I’m not excusing the devs here. I don’t actually know what their thoughts are. But from personal experience in the dev world and from what I’ve seen, it looks to me like they’re getting frustrated by users.
And they might be in a region where the privacy concerns don’t apply to them. And I agree that it’s a problem, but ultimately it’s their right and prerogative to not implement.
Remember, absolutely no one here has paid a single CENT to the devs for their work (not talking about donations).
So complaining about the quality of their work while you are benefiting from it for free is literally entitlement.
I understand having frayed nerves, I even understand snapping at someone because you’re having a bad day, and I do feel sympathy for the devs, and wouldn’t hold this against them (especially since they’re at least providing a nuke everything option that will address it).
But the line between entitlement and reasonable expectation is not one of monetary compensation.
Engineering ethics does not let you off the hook just because no one paid you to build what you built. If an engineer goes to the park and unilaterally builds a playground that doesn’t meet basic legislated safety standards and kills a kid, they’re not off the hook. They will be investigated by their professional body and have their license revoked.
Hell if they just build a playground off in the woods on their own private land but don’t take reasonable steps to prevent kids from accessing or using it then they will have their license revoked.
Sure, but if you want to extend the analogy that far, then the devs are just posting free plans online on how to build a playground.
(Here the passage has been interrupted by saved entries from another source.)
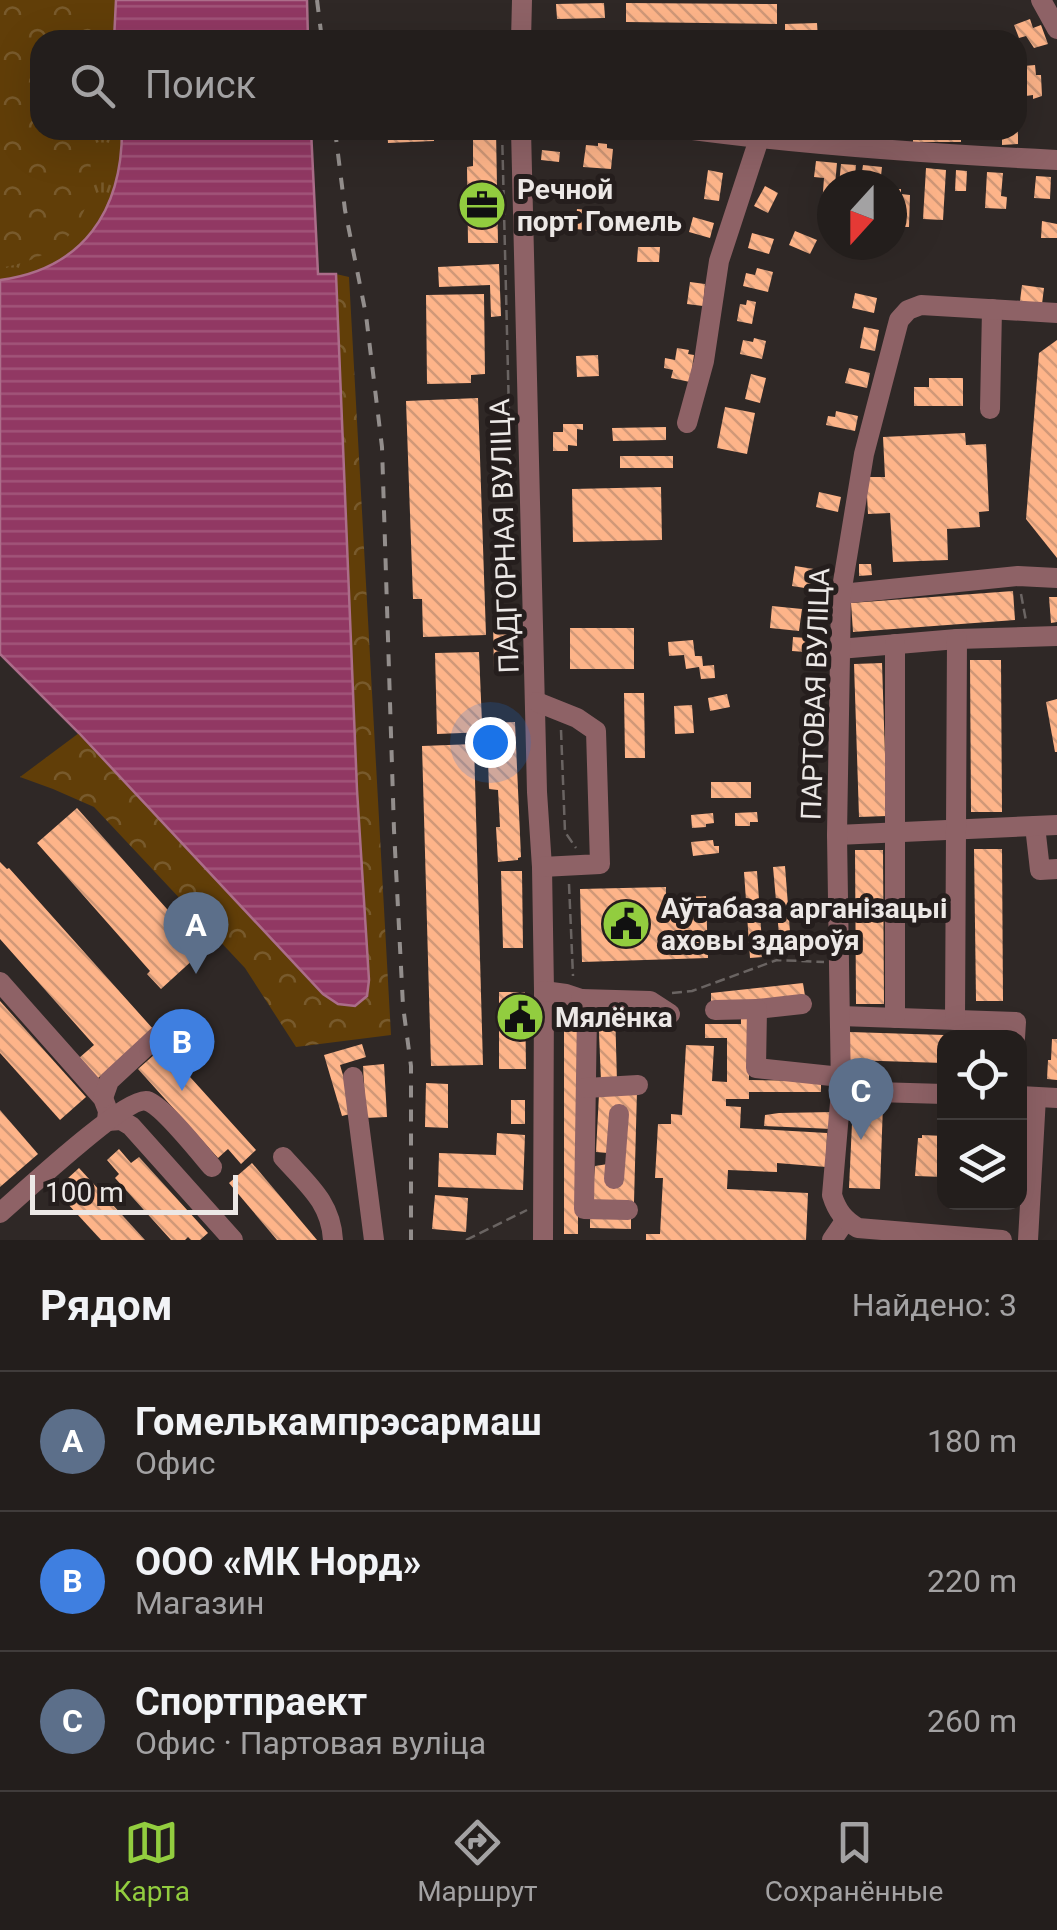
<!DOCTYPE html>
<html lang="ru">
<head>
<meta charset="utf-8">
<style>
  :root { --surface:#231e1c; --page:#2f2b29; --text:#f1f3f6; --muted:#a3a2a3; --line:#403c3b; --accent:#92cd3f }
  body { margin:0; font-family:Roboto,sans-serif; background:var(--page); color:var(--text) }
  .controls { position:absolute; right:30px; bottom:30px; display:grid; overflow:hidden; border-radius:20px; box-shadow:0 10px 40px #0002 }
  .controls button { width:90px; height:90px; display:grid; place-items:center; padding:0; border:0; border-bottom:2px solid var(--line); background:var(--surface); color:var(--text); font:50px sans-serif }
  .compass { position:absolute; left:817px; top:170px; width:90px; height:90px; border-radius:50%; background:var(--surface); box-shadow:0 10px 40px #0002; rotate:201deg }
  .scale { position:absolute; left:30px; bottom:25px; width:208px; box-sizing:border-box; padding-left:10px; border:5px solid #ece8e6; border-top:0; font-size:28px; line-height:35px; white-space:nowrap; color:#ece8e6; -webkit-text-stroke:8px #251e1d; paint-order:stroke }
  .you { position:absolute; left:490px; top:742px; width:35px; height:35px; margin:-25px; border:8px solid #fff; border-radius:50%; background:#1a73e8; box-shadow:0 0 0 15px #1a73e833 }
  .badge { display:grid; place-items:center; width:65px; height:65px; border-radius:50%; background:var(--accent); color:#fff; font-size:32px; font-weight:700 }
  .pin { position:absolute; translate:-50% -82px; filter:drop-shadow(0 2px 5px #0008) }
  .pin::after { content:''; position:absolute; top:52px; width:35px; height:30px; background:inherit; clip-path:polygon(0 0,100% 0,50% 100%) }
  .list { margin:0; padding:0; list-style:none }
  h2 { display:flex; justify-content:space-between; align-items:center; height:130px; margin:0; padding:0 40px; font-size:42px }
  h2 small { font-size:32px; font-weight:400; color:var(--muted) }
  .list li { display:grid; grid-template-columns:65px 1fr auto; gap:30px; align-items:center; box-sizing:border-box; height:140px; padding:0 40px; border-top:2px solid var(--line) }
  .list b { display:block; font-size:38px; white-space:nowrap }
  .list p { margin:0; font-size:32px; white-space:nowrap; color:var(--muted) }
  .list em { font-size:32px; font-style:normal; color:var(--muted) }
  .icon { flex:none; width:55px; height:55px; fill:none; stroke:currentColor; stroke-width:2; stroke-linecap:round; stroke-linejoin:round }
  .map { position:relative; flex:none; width:1057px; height:1240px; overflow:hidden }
  .search { position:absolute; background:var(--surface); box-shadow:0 10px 40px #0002; left:30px; right:30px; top:30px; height:110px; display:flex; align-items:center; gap:25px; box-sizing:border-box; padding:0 35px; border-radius:30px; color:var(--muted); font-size:38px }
  .sheet { height:550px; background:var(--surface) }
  nav { display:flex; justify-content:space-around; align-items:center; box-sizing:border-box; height:140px; border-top:2px solid var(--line); background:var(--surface); font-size:28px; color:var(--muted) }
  nav a { display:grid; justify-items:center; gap:5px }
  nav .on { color:var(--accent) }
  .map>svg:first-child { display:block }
  .grass { fill:url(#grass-tufts) }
  .forest { fill:url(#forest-crowns) }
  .water { fill:url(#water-rules); stroke:#ac6d8a; stroke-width:2.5 }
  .building { fill:url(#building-back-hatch) }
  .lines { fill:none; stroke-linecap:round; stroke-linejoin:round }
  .path { stroke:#6a6462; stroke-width:2.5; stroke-dasharray:10 5; stroke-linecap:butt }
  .minor { stroke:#8e6266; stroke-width:20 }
  .rail { stroke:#938e8c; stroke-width:4; stroke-dasharray:12 12; stroke-linecap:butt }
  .labels { text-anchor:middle; stroke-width:10; stroke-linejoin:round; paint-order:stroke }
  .poi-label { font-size:28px; font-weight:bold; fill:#ece8e6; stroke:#251e1d; text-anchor:start }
  .street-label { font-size:28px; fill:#ece8e6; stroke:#251e1d }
</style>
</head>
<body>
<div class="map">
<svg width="1057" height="1240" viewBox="0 0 1057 1240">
  <defs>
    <pattern id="grass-tufts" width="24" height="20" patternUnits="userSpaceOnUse" patternTransform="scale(2.5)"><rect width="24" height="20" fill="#613e08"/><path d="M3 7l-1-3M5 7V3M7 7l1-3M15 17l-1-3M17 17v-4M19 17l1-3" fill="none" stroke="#785a2c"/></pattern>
    <pattern id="forest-crowns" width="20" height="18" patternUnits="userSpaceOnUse" patternTransform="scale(2.5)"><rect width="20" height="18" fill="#613e08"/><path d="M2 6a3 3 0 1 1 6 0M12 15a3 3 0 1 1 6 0" fill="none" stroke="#785a2c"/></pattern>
    <pattern id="water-rules" width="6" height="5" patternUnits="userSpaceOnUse" patternTransform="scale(2.5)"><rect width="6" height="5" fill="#913863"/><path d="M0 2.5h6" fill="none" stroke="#a15579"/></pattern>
    <pattern id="building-back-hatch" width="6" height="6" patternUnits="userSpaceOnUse" patternTransform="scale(2.5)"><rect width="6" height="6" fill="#fdb489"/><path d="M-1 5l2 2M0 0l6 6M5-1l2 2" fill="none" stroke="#d09878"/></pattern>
  </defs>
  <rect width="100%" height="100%" fill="#2f2826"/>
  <path class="grass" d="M0,0h116l-2,40h-74v90h82c0,81 -39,139 -122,150z"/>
  <g class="forest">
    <path d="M0,0h88l3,18 -1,22h-50v90h54c-6,19 -2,36 -4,55 -6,53 -41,74 -90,83z"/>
    <path d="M336,274l13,3 42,758 -95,12 -51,-79 -151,-161 -41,-18 -33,-12 59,-44 245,261 14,10 17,2 12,-10 2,-16 -12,-190z"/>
  </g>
  <g class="water">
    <path d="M116,0h191l1,40h-194z"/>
    <path d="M122,130h189l7,144h18l21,516 12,190 -2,16 -12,10 -17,-2 -15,-10 -244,-261 -79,-79v-374c83,-11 122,-69 122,-150z"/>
  </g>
  <g class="building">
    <path d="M604,3l1,15 -48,1 -1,-15z"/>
    <path d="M626,3l151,1v20l-151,-2z"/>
    <path d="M1030,19l3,9 8,-3 7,19 -14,4 -8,-12 -7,2 -5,-13z"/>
    <path d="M817,23l1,17h-33v-16z"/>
    <path d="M428,31l1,9h-46v-6z"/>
    <rect x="472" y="34" width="23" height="6"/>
    <path d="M1035,65l1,10h5l1,21 -9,3v-4l-7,1 -2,-30z"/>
    <path d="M387,130h47v11l-46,2z"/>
    <path d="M473,130h23l2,113h-30l-1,-76 6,-1z"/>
    <path d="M544,130h18l-1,10 -18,-2z"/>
    <path d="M865,130h16l-1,10 -15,-1z"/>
    <rect x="913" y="130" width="48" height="12"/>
    <path d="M1002,130h16v14l-16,1z"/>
    <path d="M598,143l9,1v4l6,1 -2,20 -28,-2 3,-22 12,1z"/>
    <path d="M542,150l18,2 -1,10 -18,-2z"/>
    <path d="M816,161l21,2 -2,22h-3v21l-10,-1 2,-27 -10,-1z"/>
    <path d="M841,164l15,1 -2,20h-15z"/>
    <path d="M863,165l19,2 -2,18h-15v-7h-4z"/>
    <path d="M926,168l20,2 -3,50 -20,-1z"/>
    <path d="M708,170l15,3 -4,28 -15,-2z"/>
    <path d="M956,170l11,1 -1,20h-11z"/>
    <path d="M987,172l16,1 -2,23 6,1 -1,12 -21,-1z"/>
    <path d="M1036,176l15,1 -1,22 -16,-1z"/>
    <path d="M599,180l12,2 -1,9h-4l-1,10 -13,-2 1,-8 -11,-1 1,-8 16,2z"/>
    <path d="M765,186l13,7 -10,20 -14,-7z"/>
    <path d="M894,189h7v5l9,1 -1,32h-17z"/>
    <path d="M577,209l22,2 -2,20 -22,-2z"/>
    <path d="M693,217l21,6 -4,15 -21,-6z"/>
    <path d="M1042,221l15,3v14h-16z"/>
    <path d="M795,231l22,9 -7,14 -21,-9z"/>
    <path d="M752,233l22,6 -5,15 -21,-6z"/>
    <path d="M638,247h22l-1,15h-22z"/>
    <path d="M499,264l2,52 -10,1 -1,-32 -51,2 -1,-20z"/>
    <path d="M757,268l16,4 -5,20 -25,-6 3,-13 9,2z"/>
    <path d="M690,282l15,2 -2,22 -16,-2z"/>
    <path d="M1022,285l22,3 -2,16 -22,-3z"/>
    <path d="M855,293l22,5 -3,15 -22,-5z"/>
    <path d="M484,294l1,80 -14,1v8l-44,1 -1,-89z"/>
    <path d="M747,300l9,2 -4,22 -15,-3 3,-17 6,1z"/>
    <path d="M864,327l15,3 -4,21 -15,-3z"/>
    <path d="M754,338l12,3 -4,18 -22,-5 3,-14 10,2z"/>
    <path d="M1057,340v218l-31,-39 13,-166z"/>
    <path d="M677,348l12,2 -1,4 6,1 -4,27 -19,-4 2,-8 -9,-2 1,-10 10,2z"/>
    <path d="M598,355l1,21 -22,1 -1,-21z"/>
    <path d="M849,368l21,5 -3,15 -22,-5z"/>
    <path d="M751,374l15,4 -6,25 -15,-4z"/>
    <path d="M929,378h34v28h-49v-19h15z"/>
    <path d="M478,398l8,237 -63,2 -1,-38h-9l-7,-198z"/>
    <path d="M725,407l30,6 -8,41 -30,-6z"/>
    <path d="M836,411l22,5 -3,15 -29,-6 2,-9 7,1z"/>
    <path d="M563,424h20v6l-6,-1v17l-9,-1v6h-15v-19h10z"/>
    <path d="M666,427v13l-53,1 -1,-13z"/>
    <path d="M965,433l1,12 20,-1 3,67 -10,1 1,15 -33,2 1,31 -55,2 -3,-49 -22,1 -2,-37h19l-2,-40z"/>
    <path d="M493,441h12v22h-11z"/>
    <rect x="620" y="456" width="53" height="12"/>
    <path d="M661,487l1,53 -89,2 -1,-53z"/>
    <path d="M819,492l22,5 -3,15 -22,-5z"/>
    <path d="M859,564h12l1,11 -13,1z"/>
    <path d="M795,566l19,3 -1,6h5l-1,6 9,2 -2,8 -32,-5z"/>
    <path d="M1013,591l2,29 -162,12 -2,-29z"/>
    <path d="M1049,597h8v25l-6,1z"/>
    <path d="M772,606l30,3 -3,22 -29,-3z"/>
    <path d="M493,622h20v49h-19z"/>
    <rect x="570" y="628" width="64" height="41"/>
    <path d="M793,637l28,2 -2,14 -27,-2z"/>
    <path d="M693,640l2,16h7l1,10 11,-1 1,13 -14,1 -2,-12 -13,2 -2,-14 -15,1 -1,-14z"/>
    <path d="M479,652l3,71 33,-1 6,135 -3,1v2l-20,2 -2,-35h4l-2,-37 -9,-1 -2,-57 -50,2 -2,-81z"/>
    <path d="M970,660h31l1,152h-31z"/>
    <path d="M882,663l5,153 -28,1 -5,-153z"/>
    <path d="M624,693h20l1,65h-20z"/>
    <path d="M727,694l3,13 -20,4 -2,-13z"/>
    <path d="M1057,699v53h-2l-9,-50z"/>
    <path d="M692,705l2,28 -19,1 -1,-28z"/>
    <path d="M474,744l9,321 -52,1 -9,-320z"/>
    <rect x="711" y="782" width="40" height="16"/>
    <path d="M77,808l114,128 4,-3 12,14 -46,42 -14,-15 3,-3 -113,-128z"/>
    <path d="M757,812l1,10h-8v4h-15v-13z"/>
    <path d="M713,813l1,10 -8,1v3l-14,1 -1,-13z"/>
    <path d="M713,840l1,6h5v7l-26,3 -2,-14z"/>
    <path d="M974,849h28l1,152h-27z"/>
    <path d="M855,850h28l1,154h-28z"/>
    <path d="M0,862l7,7 2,-1 145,162 -56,48 -19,-20 15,-13 -94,-106z"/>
    <path d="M785,866l6,79 -11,1 -7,-79z"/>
    <path d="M501,871h21l1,77h-20z"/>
    <path d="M757,871l6,86 -13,1 -6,-86z"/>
    <path d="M666,887v11l40,-2 2,62 -126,4 -2,-73z"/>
    <path d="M803,983l2,13 -94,8v-11z"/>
    <path d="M499,992h26l1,77h-27z"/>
    <path d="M0,1001l86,96 -26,23 -60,-67z"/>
    <path d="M615,1008l2,74 -16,-1 -3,-72z"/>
    <path d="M564,1013l14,1v220h-14z"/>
    <path d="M741,1017l8,1v62l72,1v11h-72v7h-23v7l15,1 -1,21 87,5 -1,34 -49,-4v9l-49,-2 -1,19 81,4 -2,47h-160v-6h14l3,-56h-8l3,-54h13v-10l11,1 4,-70 28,1 -2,35 15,1v-44h-22v-14h36z"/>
    <path d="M850,1032l94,3v28l-95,-3z"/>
    <path d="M1052,1039h5v41l-10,-1 1,-19h3z"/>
    <path d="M362,1044l4,13 -26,8 14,48 -12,3 -18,-61z"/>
    <path d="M163,1047l93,103 -15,14 -13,-15 -10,9 -80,-89z"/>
    <path d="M384,1064l3,53 -21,1 -3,-52z"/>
    <path d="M426,1083l22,1v44l-23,-1z"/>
    <path d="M637,1091l-3,111h-42l3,-36 13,-2 17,-56 -13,-1 -4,46 -12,-1 3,-58z"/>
    <rect x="511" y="1100" width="14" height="24"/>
    <path d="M853,1102l30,2 -3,85 -31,-1z"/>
    <path d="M0,1110l38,44 -38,33z"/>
    <path d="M833,1112l-1,17 -68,-3 1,-11 14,-2z"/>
    <path d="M497,1133l28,2 -2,55 -85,-3 1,-34 57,2z"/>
    <path d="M922,1135l22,1v41l-29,-1 3,-38h4z"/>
    <path d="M119,1149l12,14 8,-6 69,76 -8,7h-9l-3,-3 -3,3h-14l-56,-62 4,-4 -12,-14z"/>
    <path d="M252,1163l65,77h-40l-48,-57z"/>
    <path d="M79,1168l66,72h-44l-46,-50z"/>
    <path d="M435,1195l33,3 -2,34 -34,-3z"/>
    <path d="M590,1216l41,1v12l-41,-1z"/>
  </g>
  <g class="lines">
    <g class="path">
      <path d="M502,130l10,404"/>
      <path d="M1021,594l5,27"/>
      <path d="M561,730l4,102 11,16"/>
      <path d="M569,884l4,92"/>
      <path d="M672,993l20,-2 85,-31 47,2"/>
      <path d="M466,1240l61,-30"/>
    </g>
    <g class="minor">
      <path d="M1041,0l16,29"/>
      <path d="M521,40l1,-40"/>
      <path d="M521,130l16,662 5,75 2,124 -1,249"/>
      <path d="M693,130c121,16 242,24 364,30"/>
      <path d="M990,409l2,-100"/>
      <path d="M687,423l17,-62 15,-100 40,-122"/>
      <path d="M841,594l177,-18 39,2"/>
      <path d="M839,649l118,-10 100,-3"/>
      <path d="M537,702l40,16 19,13 4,133 -58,3"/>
      <path d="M1035,826l5,44 17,-1"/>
      <path d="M837,835l220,-10"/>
      <path d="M0,982l103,116 5,13 -1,10"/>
      <path d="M544,991l22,3 15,5 6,14 -3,196 44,1"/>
      <path d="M581,999l69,2 20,13"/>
      <path d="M757,1009l45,-5"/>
      <path d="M715,1010l42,-1 -1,59 85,9"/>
      <path d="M840,1016l176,6 -1,16"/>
      <path d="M895,1018v-374"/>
      <path d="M955,1020l2,-381"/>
      <path d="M353,1077l21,163"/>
      <path d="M586,1088l52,-3"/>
      <path d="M841,1091l103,3"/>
      <path d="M1020,1096l37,2"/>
      <path d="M103,1098l6,-17 55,-51"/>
      <path d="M107,1121l14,-1 10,6 102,114"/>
      <path d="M283,1157c24,27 48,45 50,83"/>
      <path d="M614,1179l5,-65"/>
      <path d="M0,1213c21,-18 127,-117 147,-112 15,4 53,52 65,66"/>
      <path d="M832,1240l13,-19"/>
      <path d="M1002,1240l-144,-12c-14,-8 -21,-17 -26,-33l9,-104 -4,-256 4,-241 23,-140 35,-134 9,-10 13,-5 136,8"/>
      <path d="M1028,1240l8,-143"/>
    </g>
    <g class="rail">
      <path d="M317,0l5,40"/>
      <path d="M335,130l10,80 21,105 16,132 12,383 9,176 8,60v174"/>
    </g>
  </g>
  <defs>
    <g id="office-disc" transform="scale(2.5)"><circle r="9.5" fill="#92cd3f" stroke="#251e1d"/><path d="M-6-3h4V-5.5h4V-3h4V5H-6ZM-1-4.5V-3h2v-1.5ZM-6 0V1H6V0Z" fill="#111"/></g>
    <g id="civic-disc" transform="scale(2.5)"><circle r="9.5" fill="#92cd3f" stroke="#251e1d"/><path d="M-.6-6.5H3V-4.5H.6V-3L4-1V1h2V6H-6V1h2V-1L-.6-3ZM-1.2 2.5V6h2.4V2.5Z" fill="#111"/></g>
  </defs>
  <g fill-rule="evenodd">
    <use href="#office-disc" x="482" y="205"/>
    <use href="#civic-disc" x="626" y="924"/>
    <use href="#civic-disc" x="520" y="1017"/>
  </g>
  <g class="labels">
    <g class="poi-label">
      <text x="517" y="199">Речной<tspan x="517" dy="32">порт Гомель</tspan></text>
      <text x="661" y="918">Аўтабаза арганізацыі<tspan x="661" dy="32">аховы здароўя</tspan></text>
      <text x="555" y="1027">Мялёнка</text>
    </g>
    <g class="street-label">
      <text transform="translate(504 536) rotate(-92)" y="10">ПАДГОРНАЯ ВУЛІЦА</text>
      <text transform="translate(815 694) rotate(-88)" y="10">ПАРТОВАЯ ВУЛІЦА</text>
    </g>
  </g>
</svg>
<div class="controls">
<button><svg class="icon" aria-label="locate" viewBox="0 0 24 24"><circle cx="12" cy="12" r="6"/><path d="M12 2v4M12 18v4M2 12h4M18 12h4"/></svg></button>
<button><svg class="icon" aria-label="layers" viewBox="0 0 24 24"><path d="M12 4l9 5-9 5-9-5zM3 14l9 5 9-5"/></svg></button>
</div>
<svg class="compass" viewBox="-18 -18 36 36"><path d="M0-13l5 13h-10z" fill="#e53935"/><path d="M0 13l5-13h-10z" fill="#a3a2a3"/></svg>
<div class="scale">100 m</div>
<div class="you"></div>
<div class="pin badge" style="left:196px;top:974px;background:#5c6f8a">A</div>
<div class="pin badge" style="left:182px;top:1091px;background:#3f7fe0">B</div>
<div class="pin badge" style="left:861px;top:1140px;background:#5c6f8a">C</div>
<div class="search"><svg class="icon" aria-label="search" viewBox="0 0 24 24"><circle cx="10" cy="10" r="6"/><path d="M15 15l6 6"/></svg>Поиск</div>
</div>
<section class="sheet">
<h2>Рядом<small>Найдено: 3</small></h2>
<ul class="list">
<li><span class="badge" style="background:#5c6f8a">A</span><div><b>Гомелькампрэсармаш</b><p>Офис</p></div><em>180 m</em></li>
<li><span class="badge" style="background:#3f7fe0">B</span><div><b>ООО «МК Норд»</b><p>Магазин</p></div><em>220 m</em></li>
<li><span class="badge" style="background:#5c6f8a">C</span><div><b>Спортпраект</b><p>Офис · Партовая вуліца</p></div><em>260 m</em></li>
</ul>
</section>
<nav>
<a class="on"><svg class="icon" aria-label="map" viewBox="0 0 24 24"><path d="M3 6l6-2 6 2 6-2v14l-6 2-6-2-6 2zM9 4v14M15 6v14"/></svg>Карта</a>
<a><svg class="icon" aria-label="directions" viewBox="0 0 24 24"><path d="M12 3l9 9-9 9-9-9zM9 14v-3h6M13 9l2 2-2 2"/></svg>Маршрут</a>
<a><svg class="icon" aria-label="saved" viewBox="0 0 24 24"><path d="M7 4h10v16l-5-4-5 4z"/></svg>Сохранённые</a>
</nav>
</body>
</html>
It’s the instance owners who physically build the “playground” and are liable.
Again, that does not matter. If an engineer published those plans online and you built it and your kid died they would have their license revoked and face likely criminal liability.
Your failure to provide a reliable source for your claims is not my problem.
If you cannot provide a reliable source of your claims, your claim will be dismissed.
Is it entitlement if it’s making using the entire thing illegal everywhere? Since there is no tooling to block traffic from the EU / not federate with instances that don’t comply with GDPR?
No. It’s the dev’s project. They can do whatever they want with it. They can delete the repo and go live in the woods if they want.
To be clear, I don’t agree with the stance they have taken. But I also see the kind of reactions there are far from what people are making it out to be. I think the people complaining about the devs being “mean” are just hypersensitive and have never been told “no” their whole lives.
Like I said, I disagree with the devs’ position to not implement this feature. It’s been highly requested, and for good reason. But this is a free project. If they say no, then it’s no. If we don’t like that decision, then maybe we need to move somewhere else.
It sucks but sometimes that’s life.
I don’t care if they are mean. The app isn’t GDPR compliant. That’s what matters.
Fine, that’s what matters. Then ask them to implement it or write it yourself.
And if they say no, then that’s your answer and Lemmy instances within the EU will need to move out of the EU or just shut down.
They can’t be in the EU or the US. That cuts like 99% of them off. That’s exactly my point - they don’t want to implement something that makes the app illegal with 99% of the userbase being from there.